[[ PROVIDED RECORDS open ]]
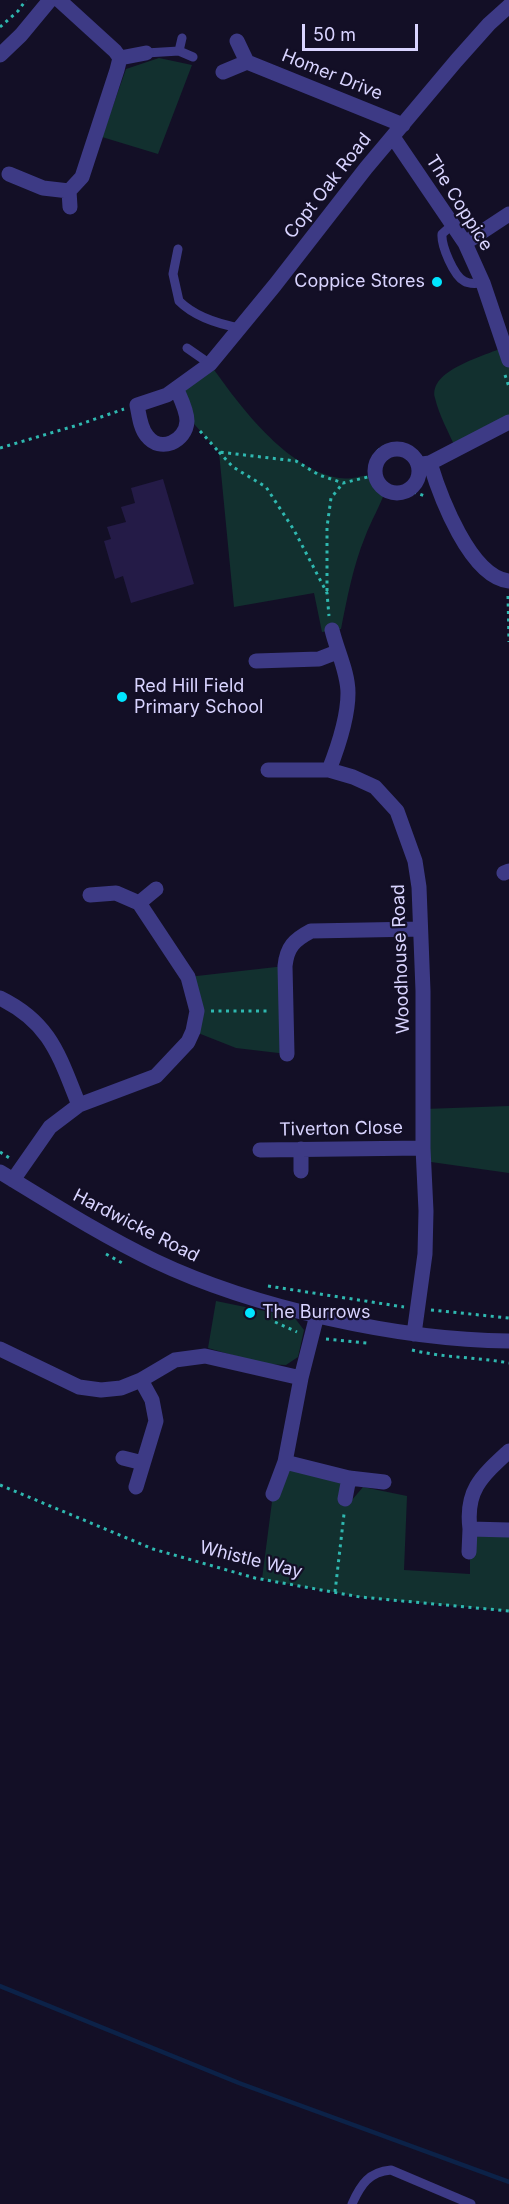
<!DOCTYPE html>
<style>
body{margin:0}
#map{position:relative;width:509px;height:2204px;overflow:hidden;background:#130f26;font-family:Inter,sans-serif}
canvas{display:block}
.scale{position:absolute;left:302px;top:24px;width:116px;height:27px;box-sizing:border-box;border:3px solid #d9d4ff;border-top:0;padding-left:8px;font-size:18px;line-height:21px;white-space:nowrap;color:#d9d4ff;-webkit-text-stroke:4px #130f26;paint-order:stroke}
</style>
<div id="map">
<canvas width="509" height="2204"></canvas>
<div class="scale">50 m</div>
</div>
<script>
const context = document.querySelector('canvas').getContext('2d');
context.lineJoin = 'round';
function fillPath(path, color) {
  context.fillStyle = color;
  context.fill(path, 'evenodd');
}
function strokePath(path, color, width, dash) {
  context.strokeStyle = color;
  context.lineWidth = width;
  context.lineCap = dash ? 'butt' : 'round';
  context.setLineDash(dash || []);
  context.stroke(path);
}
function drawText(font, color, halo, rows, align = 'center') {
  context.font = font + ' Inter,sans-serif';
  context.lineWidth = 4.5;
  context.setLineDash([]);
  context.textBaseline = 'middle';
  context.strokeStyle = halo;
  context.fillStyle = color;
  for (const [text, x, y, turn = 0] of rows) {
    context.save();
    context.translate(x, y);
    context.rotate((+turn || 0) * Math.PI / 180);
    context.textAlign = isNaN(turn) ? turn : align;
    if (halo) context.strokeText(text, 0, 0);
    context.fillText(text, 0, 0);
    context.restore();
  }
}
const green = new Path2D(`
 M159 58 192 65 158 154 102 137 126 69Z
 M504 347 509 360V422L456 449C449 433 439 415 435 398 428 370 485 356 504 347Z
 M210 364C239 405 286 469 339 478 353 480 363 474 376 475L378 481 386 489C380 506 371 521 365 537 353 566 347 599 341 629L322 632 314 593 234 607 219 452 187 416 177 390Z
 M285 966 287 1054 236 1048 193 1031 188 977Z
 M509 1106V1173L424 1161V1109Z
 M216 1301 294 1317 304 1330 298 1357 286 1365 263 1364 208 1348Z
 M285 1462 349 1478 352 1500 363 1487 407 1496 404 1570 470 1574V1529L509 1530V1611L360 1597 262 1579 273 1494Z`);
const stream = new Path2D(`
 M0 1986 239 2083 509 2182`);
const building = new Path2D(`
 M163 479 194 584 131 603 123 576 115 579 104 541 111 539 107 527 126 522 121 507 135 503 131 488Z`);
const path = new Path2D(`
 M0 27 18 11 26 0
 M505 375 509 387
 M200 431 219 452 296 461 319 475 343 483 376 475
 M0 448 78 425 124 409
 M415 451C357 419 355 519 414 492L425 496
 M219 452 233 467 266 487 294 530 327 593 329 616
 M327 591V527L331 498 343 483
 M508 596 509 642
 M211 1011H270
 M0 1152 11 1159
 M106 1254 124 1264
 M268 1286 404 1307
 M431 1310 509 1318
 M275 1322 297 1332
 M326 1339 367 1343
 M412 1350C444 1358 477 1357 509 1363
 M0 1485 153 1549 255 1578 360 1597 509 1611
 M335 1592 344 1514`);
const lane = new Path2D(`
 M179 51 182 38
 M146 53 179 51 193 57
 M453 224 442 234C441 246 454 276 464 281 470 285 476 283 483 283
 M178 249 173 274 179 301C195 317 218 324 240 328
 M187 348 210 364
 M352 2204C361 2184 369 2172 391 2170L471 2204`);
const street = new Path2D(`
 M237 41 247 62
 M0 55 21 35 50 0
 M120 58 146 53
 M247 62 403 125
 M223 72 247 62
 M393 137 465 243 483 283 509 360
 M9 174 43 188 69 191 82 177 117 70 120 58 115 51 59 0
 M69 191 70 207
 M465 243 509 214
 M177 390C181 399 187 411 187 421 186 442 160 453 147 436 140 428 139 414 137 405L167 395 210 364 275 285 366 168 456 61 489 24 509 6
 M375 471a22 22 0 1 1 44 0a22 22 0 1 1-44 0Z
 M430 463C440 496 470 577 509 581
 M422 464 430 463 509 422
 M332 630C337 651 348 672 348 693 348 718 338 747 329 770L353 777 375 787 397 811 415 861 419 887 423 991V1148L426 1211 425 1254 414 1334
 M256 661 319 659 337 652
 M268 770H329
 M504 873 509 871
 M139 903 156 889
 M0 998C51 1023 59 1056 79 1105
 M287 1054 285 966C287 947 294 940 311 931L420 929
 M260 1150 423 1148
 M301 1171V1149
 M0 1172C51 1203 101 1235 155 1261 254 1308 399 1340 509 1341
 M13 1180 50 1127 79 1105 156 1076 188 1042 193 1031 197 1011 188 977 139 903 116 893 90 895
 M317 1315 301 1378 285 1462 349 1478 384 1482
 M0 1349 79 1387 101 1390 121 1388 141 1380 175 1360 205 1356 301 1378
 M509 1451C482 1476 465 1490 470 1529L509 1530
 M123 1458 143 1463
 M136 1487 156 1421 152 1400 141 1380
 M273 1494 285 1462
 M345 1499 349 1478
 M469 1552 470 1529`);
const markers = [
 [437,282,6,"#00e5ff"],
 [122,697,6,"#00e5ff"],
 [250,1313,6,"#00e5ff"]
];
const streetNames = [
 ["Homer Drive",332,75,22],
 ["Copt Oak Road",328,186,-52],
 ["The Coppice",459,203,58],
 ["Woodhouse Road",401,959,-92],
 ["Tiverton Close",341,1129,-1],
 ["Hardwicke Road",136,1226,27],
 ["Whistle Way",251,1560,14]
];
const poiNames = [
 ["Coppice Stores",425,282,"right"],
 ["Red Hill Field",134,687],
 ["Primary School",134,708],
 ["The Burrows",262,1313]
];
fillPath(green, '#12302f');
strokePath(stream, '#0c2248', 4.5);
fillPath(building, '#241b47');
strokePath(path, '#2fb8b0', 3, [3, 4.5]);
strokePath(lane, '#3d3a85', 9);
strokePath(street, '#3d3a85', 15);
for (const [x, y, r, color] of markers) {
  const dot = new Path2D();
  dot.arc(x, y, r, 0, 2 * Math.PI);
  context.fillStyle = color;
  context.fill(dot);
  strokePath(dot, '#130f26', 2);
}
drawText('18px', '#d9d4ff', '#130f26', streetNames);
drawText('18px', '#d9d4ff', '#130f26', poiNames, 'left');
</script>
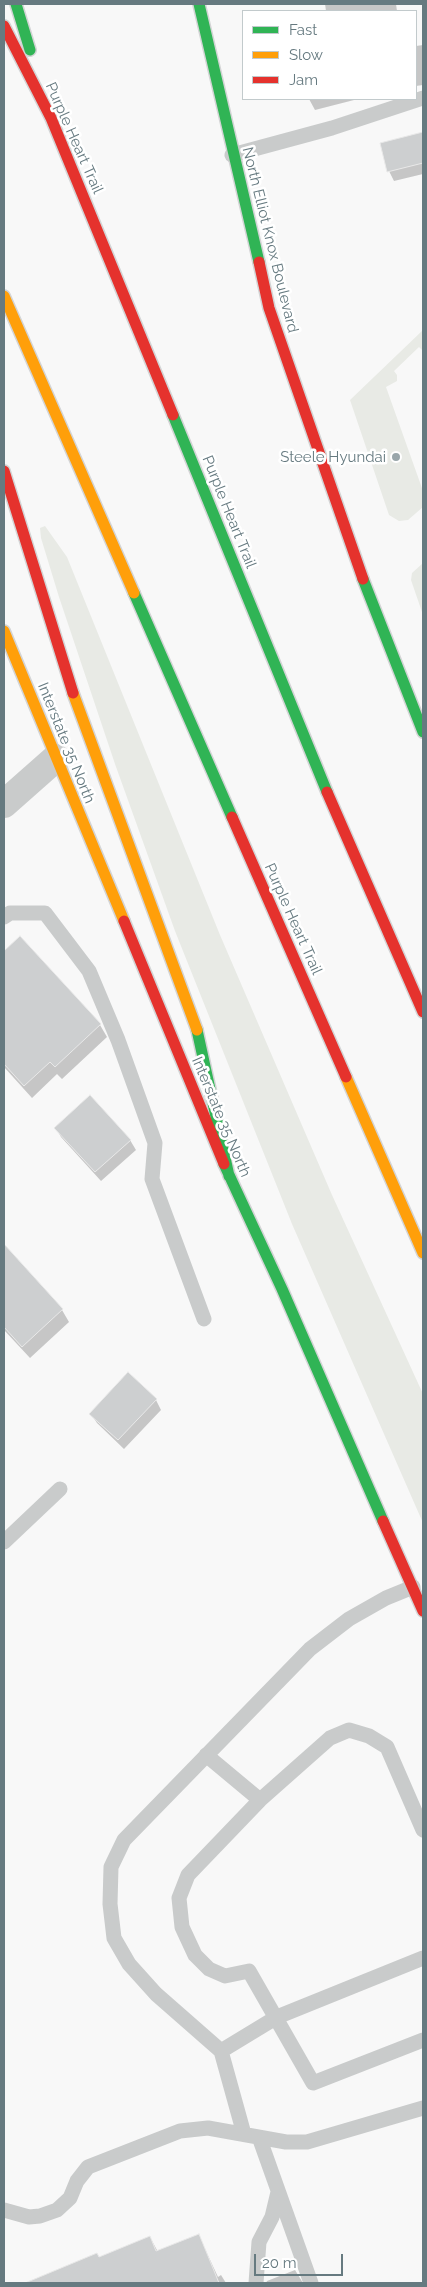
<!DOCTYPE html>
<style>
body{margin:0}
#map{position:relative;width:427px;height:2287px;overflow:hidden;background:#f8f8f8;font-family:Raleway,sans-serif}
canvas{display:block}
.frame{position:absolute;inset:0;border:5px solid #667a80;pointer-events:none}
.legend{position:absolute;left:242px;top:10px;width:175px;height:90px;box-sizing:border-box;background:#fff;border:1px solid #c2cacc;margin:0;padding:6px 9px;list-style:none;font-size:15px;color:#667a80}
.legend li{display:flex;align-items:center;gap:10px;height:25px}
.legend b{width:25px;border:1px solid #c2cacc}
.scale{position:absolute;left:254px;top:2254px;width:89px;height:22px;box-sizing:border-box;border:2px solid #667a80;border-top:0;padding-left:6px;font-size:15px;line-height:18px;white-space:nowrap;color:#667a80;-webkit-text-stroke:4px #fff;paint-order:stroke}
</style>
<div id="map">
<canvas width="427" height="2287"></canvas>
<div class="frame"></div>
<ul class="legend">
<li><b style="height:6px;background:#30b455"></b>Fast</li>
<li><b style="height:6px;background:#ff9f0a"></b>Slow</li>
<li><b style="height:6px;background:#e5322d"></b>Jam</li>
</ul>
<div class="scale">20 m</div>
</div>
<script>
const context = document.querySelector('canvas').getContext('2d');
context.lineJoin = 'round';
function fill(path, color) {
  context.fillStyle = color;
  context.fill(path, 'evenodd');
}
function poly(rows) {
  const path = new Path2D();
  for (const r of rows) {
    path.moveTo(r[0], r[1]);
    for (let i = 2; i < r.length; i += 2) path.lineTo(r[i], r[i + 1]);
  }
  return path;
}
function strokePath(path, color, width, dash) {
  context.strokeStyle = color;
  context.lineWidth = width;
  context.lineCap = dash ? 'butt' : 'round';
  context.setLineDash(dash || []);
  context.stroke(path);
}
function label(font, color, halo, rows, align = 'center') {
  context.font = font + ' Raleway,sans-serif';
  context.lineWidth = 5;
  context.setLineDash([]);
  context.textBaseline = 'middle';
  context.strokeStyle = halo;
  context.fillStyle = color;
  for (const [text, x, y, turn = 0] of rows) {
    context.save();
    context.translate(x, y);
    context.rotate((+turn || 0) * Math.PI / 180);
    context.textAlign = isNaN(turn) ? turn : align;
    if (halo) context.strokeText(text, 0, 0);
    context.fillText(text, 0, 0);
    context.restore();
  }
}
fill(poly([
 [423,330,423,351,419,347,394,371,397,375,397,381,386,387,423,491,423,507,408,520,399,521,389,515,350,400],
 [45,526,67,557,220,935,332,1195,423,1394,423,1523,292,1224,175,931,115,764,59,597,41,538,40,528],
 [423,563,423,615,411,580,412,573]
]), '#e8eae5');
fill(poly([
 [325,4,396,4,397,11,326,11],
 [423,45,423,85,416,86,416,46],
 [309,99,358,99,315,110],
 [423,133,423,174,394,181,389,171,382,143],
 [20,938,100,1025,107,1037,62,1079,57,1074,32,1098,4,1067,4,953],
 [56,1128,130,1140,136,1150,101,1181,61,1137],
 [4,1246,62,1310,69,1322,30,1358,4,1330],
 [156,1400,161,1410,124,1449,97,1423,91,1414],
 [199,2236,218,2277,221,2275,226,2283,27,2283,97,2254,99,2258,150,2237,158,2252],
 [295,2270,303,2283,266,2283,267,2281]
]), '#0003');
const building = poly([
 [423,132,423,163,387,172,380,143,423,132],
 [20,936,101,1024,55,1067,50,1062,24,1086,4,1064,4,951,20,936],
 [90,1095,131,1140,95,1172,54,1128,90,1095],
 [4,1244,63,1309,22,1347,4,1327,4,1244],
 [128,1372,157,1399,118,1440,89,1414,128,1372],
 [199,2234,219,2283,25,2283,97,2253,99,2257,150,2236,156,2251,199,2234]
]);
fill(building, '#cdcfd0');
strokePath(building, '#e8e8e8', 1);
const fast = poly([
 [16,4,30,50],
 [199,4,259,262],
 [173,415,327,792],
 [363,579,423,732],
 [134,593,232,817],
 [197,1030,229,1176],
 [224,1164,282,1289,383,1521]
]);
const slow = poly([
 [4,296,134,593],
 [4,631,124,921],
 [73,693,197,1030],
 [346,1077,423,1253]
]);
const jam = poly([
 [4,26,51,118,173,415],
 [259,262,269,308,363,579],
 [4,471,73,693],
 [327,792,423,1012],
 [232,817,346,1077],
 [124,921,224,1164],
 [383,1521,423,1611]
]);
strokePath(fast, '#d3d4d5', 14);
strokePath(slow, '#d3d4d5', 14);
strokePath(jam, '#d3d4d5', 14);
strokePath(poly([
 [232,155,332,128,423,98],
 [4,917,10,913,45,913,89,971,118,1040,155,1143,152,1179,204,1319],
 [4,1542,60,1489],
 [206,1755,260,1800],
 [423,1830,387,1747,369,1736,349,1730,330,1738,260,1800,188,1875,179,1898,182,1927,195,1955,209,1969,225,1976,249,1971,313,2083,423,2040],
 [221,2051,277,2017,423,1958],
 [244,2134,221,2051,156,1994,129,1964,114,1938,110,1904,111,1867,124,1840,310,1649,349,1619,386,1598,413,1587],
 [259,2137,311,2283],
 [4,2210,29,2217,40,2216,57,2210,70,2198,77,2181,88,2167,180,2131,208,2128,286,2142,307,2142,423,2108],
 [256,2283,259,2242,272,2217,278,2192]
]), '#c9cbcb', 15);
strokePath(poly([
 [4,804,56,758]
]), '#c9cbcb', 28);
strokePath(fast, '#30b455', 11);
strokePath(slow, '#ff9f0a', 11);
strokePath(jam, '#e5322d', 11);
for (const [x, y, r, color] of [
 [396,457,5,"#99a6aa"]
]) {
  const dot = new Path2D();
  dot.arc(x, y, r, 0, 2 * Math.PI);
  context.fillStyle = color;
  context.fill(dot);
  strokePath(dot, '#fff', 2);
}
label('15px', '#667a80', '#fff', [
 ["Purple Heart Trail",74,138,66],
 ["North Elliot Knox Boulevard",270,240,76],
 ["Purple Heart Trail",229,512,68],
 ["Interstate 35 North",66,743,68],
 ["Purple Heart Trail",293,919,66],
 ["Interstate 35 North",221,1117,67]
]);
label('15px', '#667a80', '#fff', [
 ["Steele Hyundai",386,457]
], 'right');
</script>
[[ PROVIDED RECORDS closed ]]
Wherever a line in the data above contains the word "space", copy that line.

.scale{position:absolute;left:302px;top:24px;width:116px;height:27px;box-sizing:border-box;border:3px solid #d9d4ff;border-top:0;padding-left:8px;font-size:18px;line-height:21px;white-space:nowrap;color:#d9d4ff;-webkit-text-stroke:4px #130f26;paint-order:stroke}
.scale{position:absolute;left:254px;top:2254px;width:89px;height:22px;box-sizing:border-box;border:2px solid #667a80;border-top:0;padding-left:6px;font-size:15px;line-height:18px;white-space:nowrap;color:#667a80;-webkit-text-stroke:4px #fff;paint-order:stroke}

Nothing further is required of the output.